Pubblicazione:sabato 27 luglio 2013

Foto: InfoPhoto Foto: InfoPhoto

Per Papa Francesco questa è la prima Giornata mondiale della Gioventù. Non solo da Papa, anche da vescovo non le frequentava molto. Io invece ne ho seguite diverse, perciò ne voglio parlare, per provare a spiegare a chi è rimasto in Italia cosa si trova di fronte il Papa e cosa fanno e cosa si aspettano i ragazzi che si sono radunati a Rio. La GMG è appena entrata nel vivo dopo una serie di magnifici incontri densi di contenuto che il Papa ha tenuto in alcune realtà brasiliane. Quegli incontri – nella favela, nell’ospedale dei tossicodipendenti incurabili, nel santuario principale della Madonna in Brasile – non sono slegati e scollegati dalla GMG: ne sono parte essenziale. Così come parte essenziale è l’esperienza che i ragazzi hanno fatto in questi giorni preparatori in attesa del fine settimana di incontro con il Papa.

Incontro è la parola chiave: la GMG non è un raduno, non è solo una festa, non è neanche solo un ritiro spirituale. La GMG è un incontro. Anzi, racchiude in sé tre incontri fondamentali. Ed è proprio questa dimensione relazionale a dare il senso più profondo e al contempo la capacità di attrazione. Attira i giovani perché incontrano, non perché si divertono o perché imparano. Si incontrano tra loro, sentendosi affratellati, superando le barriere del mondo, servendosi gli uni gli altri, condividendo esperienze, riflessioni, gioie. Incontrano il Papa, e per mezzo di lui la Chiesa che li fa sentire accolti, uniti, non soli, e quindi li sostiene fortemente nelle sfide difficili della vita. E infine incontrano Gesù, che è il punto centrale di tutta l’esperienza, è il riferimento, la guida che ciascuno di noi – e più che mai i giovani – cerca costantemente. Qualcuno che ci ami, ci indichi la strada e ci accompagni lungo il percorso: tutto questo si trova alla GMG, sia nei volti degli altri ragazzi, sia nella guida del Papa, sia soprattutto nell’amore di Cristo.

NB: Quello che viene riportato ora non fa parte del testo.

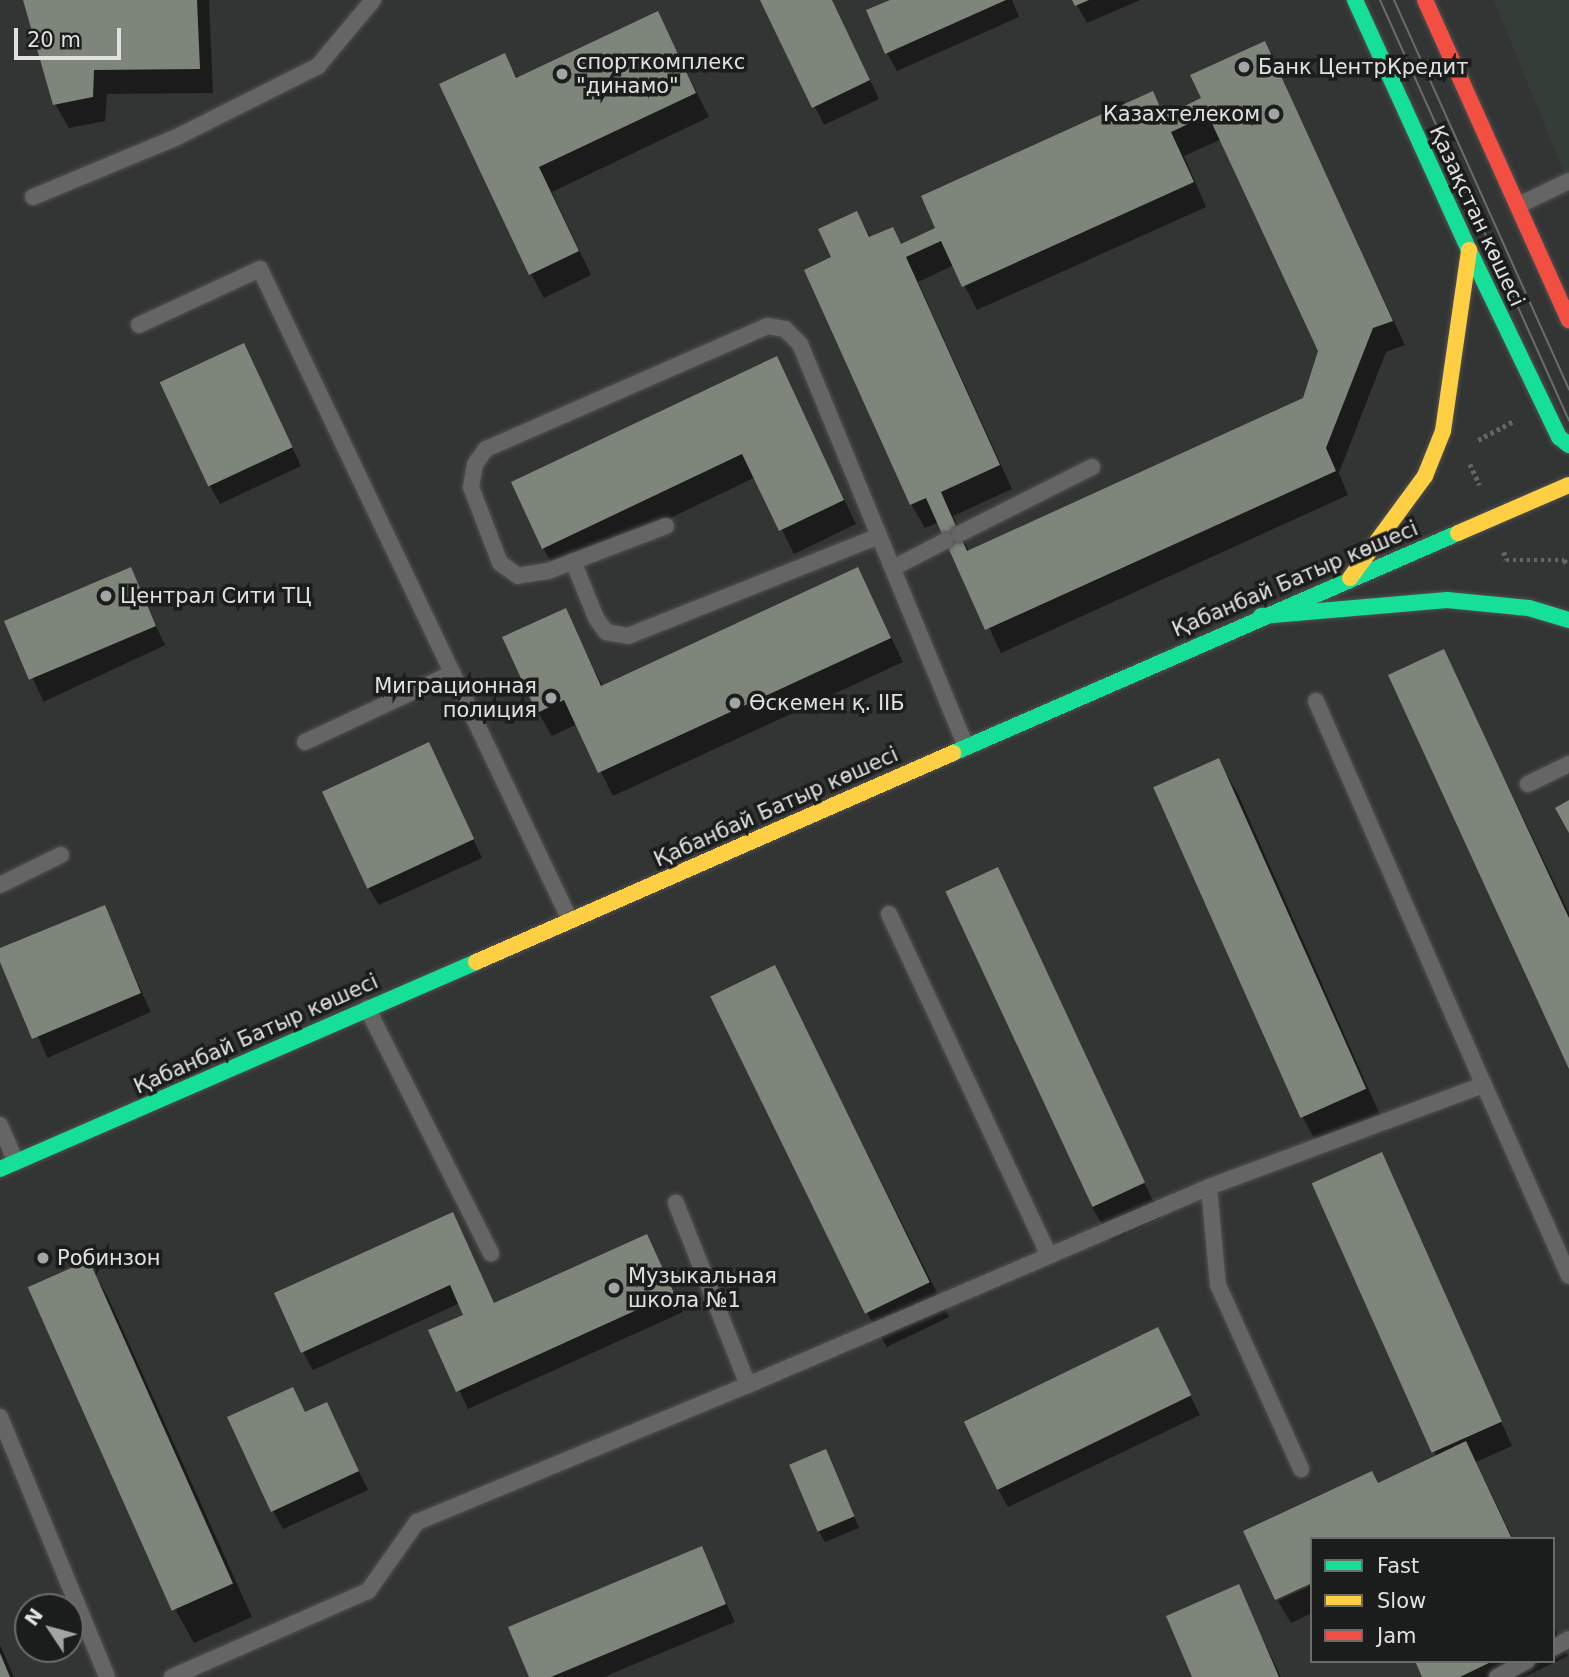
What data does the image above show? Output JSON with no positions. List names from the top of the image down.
{
  "streets": {
    "street": ["Қазақстан көшесі", "Қабанбай Батыр көшесі"]
  },
  "places": [
    "Банк ЦентрКредит",
    "спорткомплекс \"динамо\"",
    "Казахтелеком",
    "Централ Сити ТЦ",
    "Миграционная полиция",
    "Өскемен қ. ІІБ",
    "Робинзон",
    "Музыкальная школа №1"
  ],
  "legend": ["Fast", "Slow", "Jam"],
  "scale_bar": "20 m",
  "north": "top left"
}
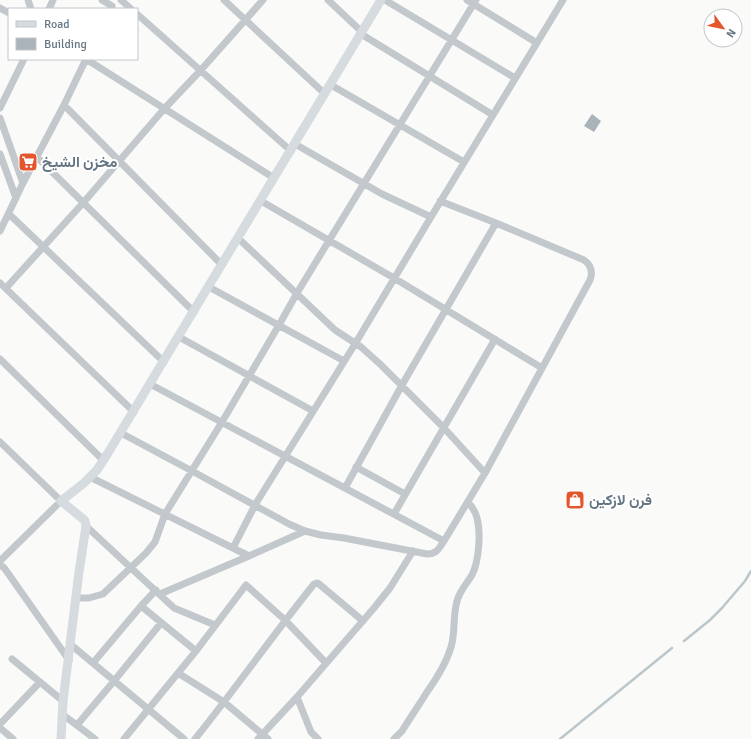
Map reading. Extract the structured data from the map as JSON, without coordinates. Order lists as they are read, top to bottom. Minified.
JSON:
{"places":{"supermarket":["مخزن الشيخ"],"shop":["فرن لازكين"]},"legend":["Road","Building"],"north":"bottom right"}
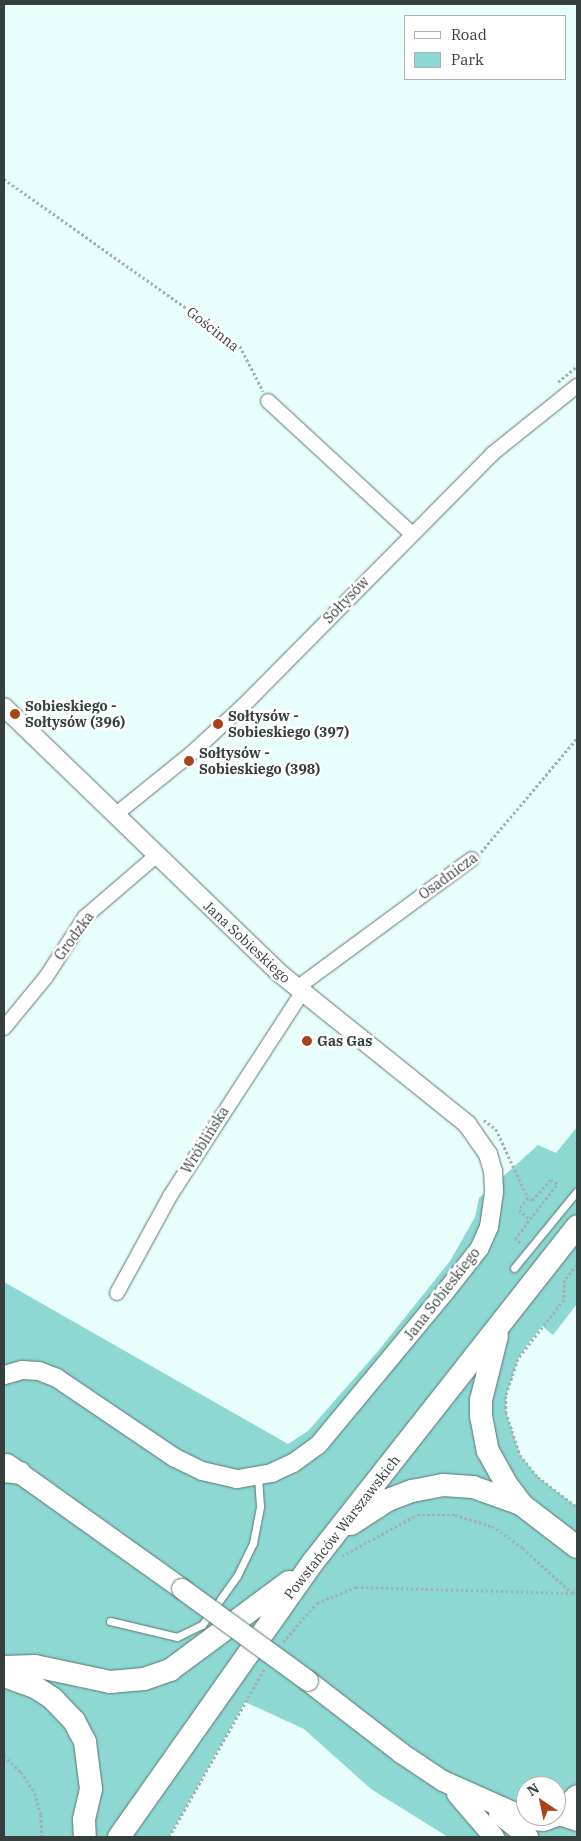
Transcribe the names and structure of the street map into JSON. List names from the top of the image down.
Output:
{
  "streets": {
    "main road": ["Powstańców Warszawskich"],
    "street": [
      "Sołtysów",
      "Osadnicza",
      "Grodzka",
      "Jana Sobieskiego",
      "Wróblińska"
    ],
    "path": ["Gościnna"]
  },
  "crossings": [
    ["Sołtysów", "Jana Sobieskiego"],
    ["Osadnicza", "Jana Sobieskiego"],
    ["Osadnicza", "Wróblińska"],
    ["Grodzka", "Jana Sobieskiego"],
    ["Jana Sobieskiego", "Wróblińska"]
  ],
  "places": [
    "Sobieskiego - Sołtysów (396)",
    "Sołtysów - Sobieskiego (397)",
    "Sołtysów - Sobieskiego (398)",
    "Gas Gas"
  ],
  "legend": ["Road", "Park"],
  "north": "top left"
}
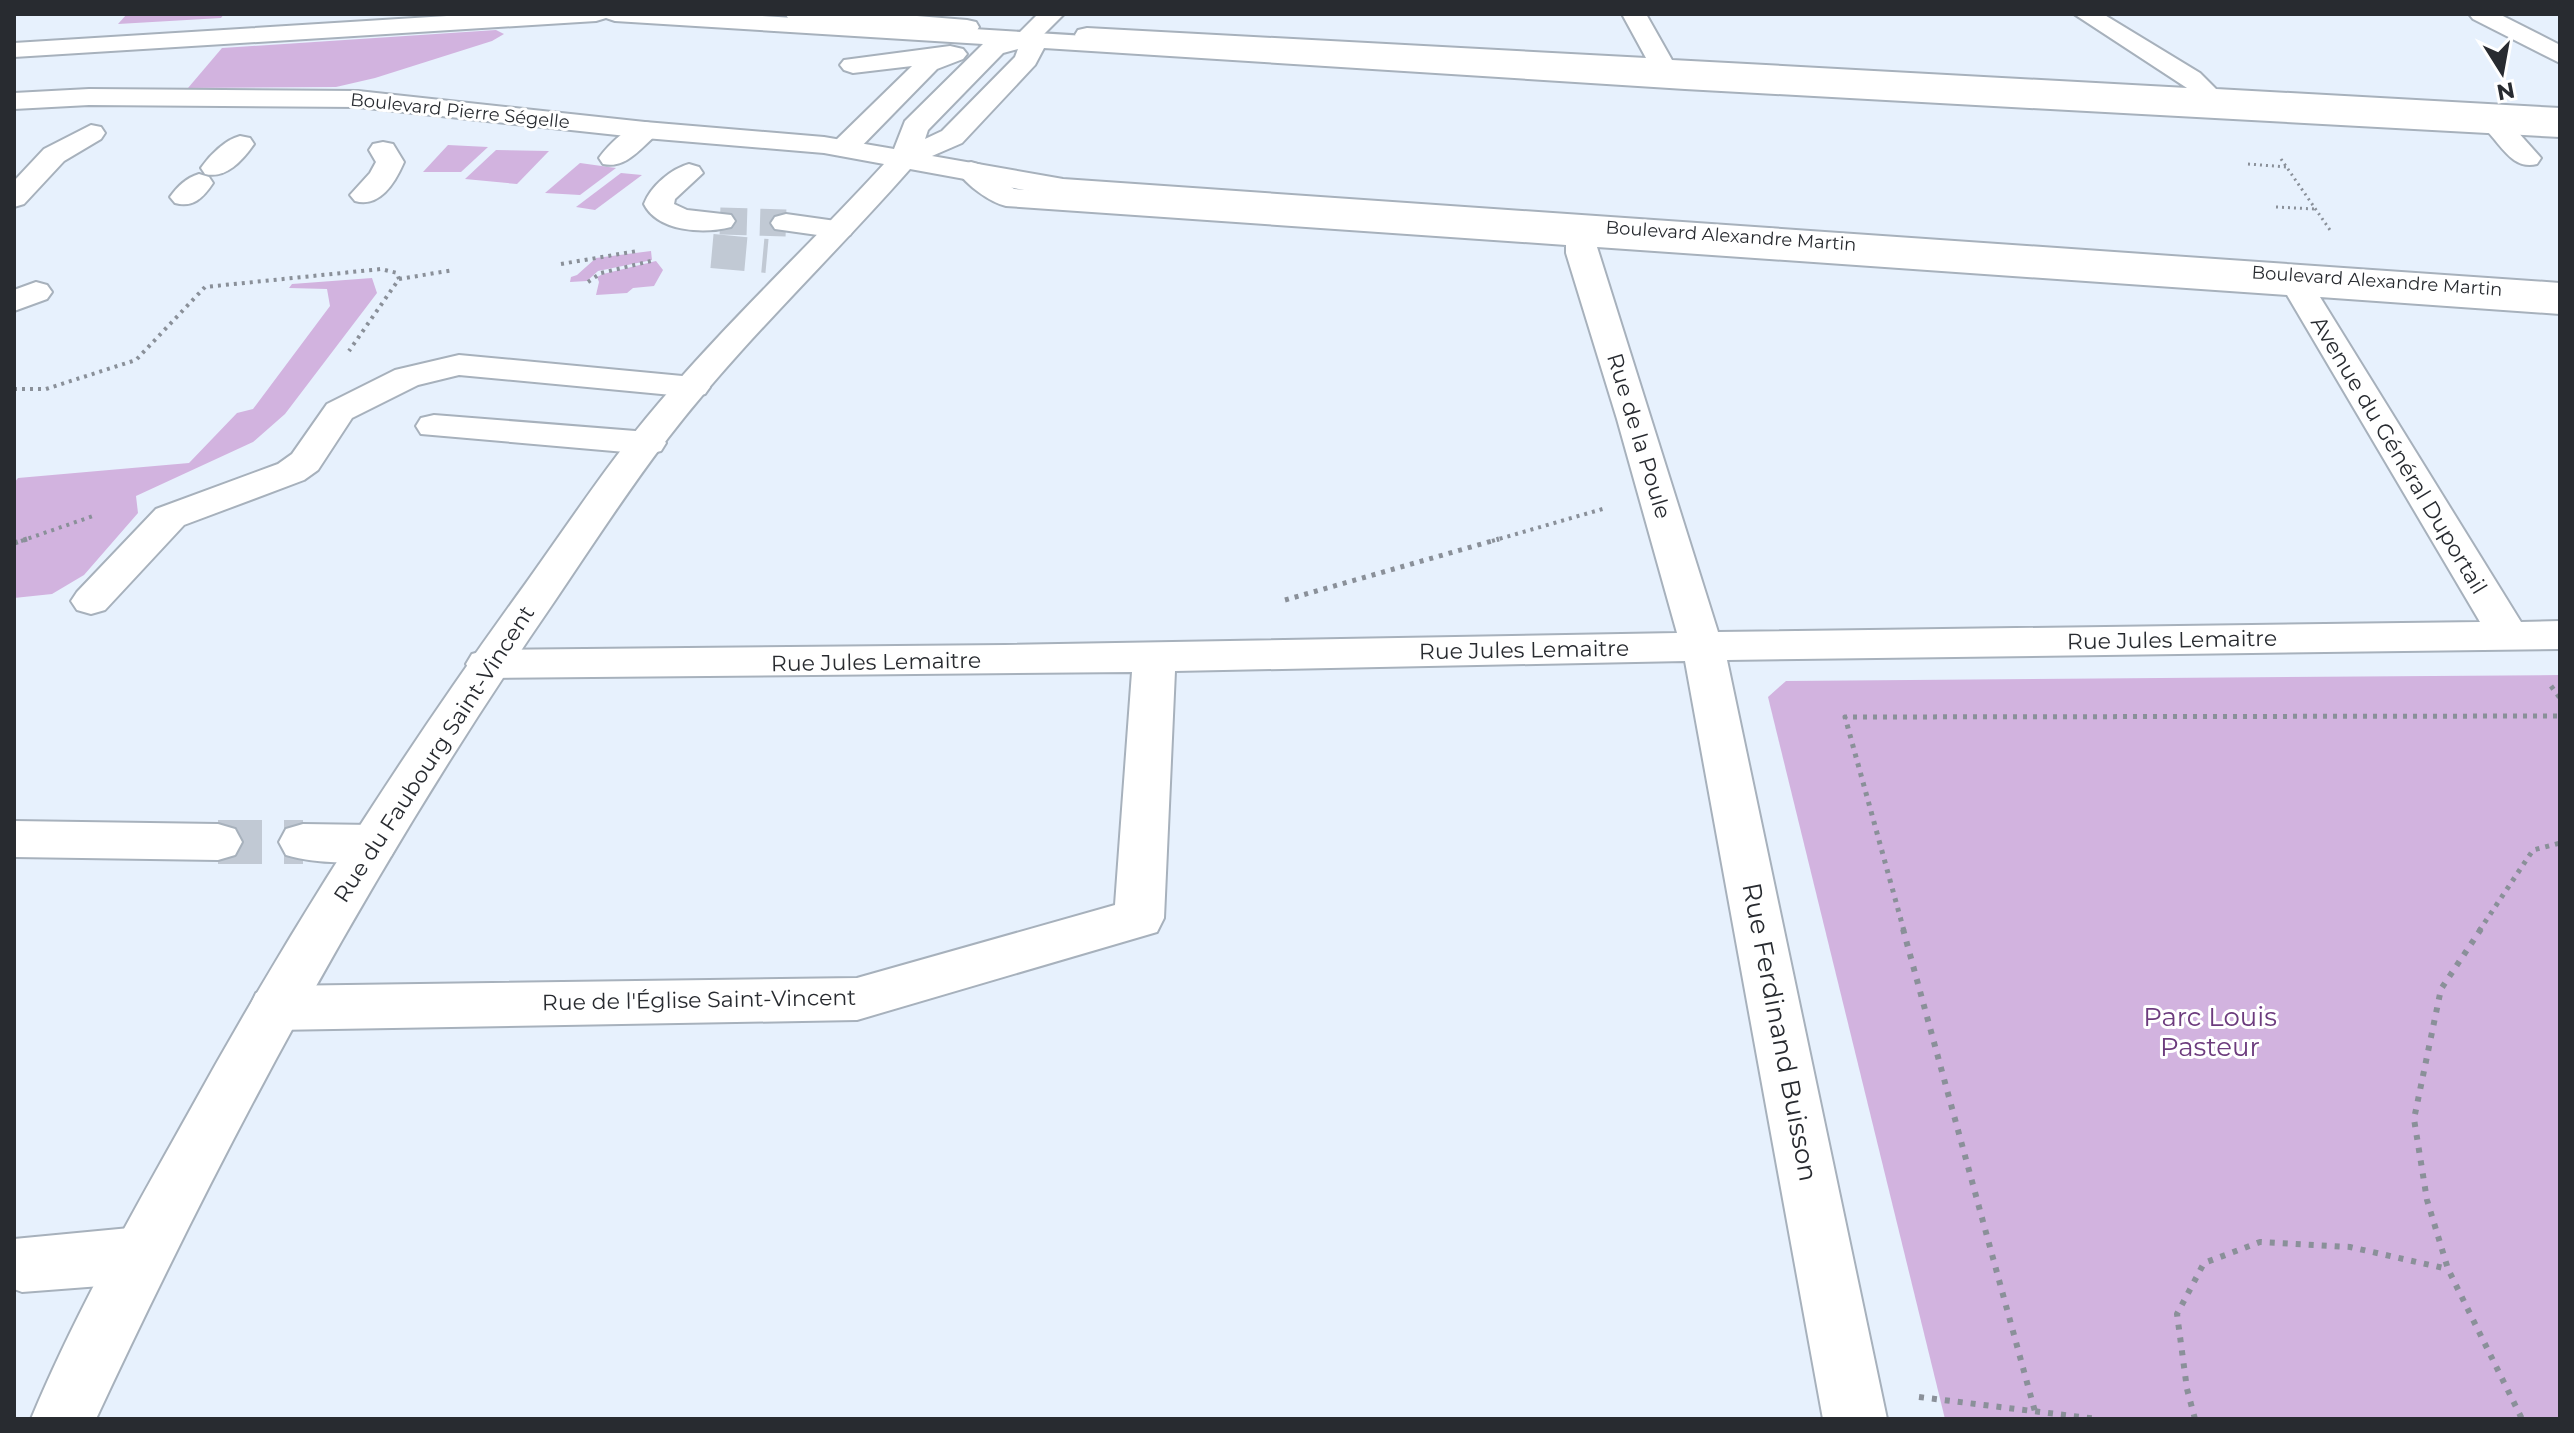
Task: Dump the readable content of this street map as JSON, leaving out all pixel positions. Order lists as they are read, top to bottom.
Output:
{
  "streets": {
    "main road": [
      "Boulevard Pierre Ségelle",
      "Boulevard Alexandre Martin",
      "Rue de la Poule",
      "Avenue du Général Duportail",
      "Rue Jules Lemaitre",
      "Rue du Faubourg Saint-Vincent",
      "Rue de l'Église Saint-Vincent",
      "Rue Ferdinand Buisson"
    ]
  },
  "crossings": [
    ["Boulevard Pierre Ségelle", "Rue du Faubourg Saint-Vincent"],
    ["Boulevard Alexandre Martin", "Avenue du Général Duportail"],
    ["Rue de la Poule", "Rue Jules Lemaitre"],
    ["Rue de la Poule", "Rue Ferdinand Buisson"],
    ["Avenue du Général Duportail", "Rue Jules Lemaitre"],
    ["Rue Jules Lemaitre", "Rue du Faubourg Saint-Vincent"],
    ["Rue Jules Lemaitre", "Rue de l'Église Saint-Vincent"],
    ["Rue Jules Lemaitre", "Rue Ferdinand Buisson"],
    ["Rue du Faubourg Saint-Vincent", "Rue de l'Église Saint-Vincent"]
  ],
  "parks": ["Parc Louis Pasteur"],
  "north": "bottom"
}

Un perfetto mix esperienziale, emozionale, esistenziale e religioso, animato da un grande spirito di gioia. Un’esperienza straordinaria ricca di significato che raccomanderei a ciascun giovane di fare, anche a quelli che non partono per una GMG perché sono molto convinti, ma al contrario perché hanno dubbi e domande. Sono giorni molto pieni quelli delle giornate mondiali. Anche molto molto faticosi, spesso. Non tutte le organizzazioni sono impeccabili, le distanze da percorrere in condizioni di fortuna sono spesso considerevoli, si dorme per terra, almeno una volta all’aperto (sempre che si riesca a dormire), guadagnare i pasti non è sempre agevole. Non mancano le disavventure, ne ho passate di vario genere tra Parigi, Roma, Toronto e Colonia, ma i genitori possono stare tranquilli, i ragazzi sono più al sicuro qui che con una comitiva di amici sul lungomare, almeno di solito.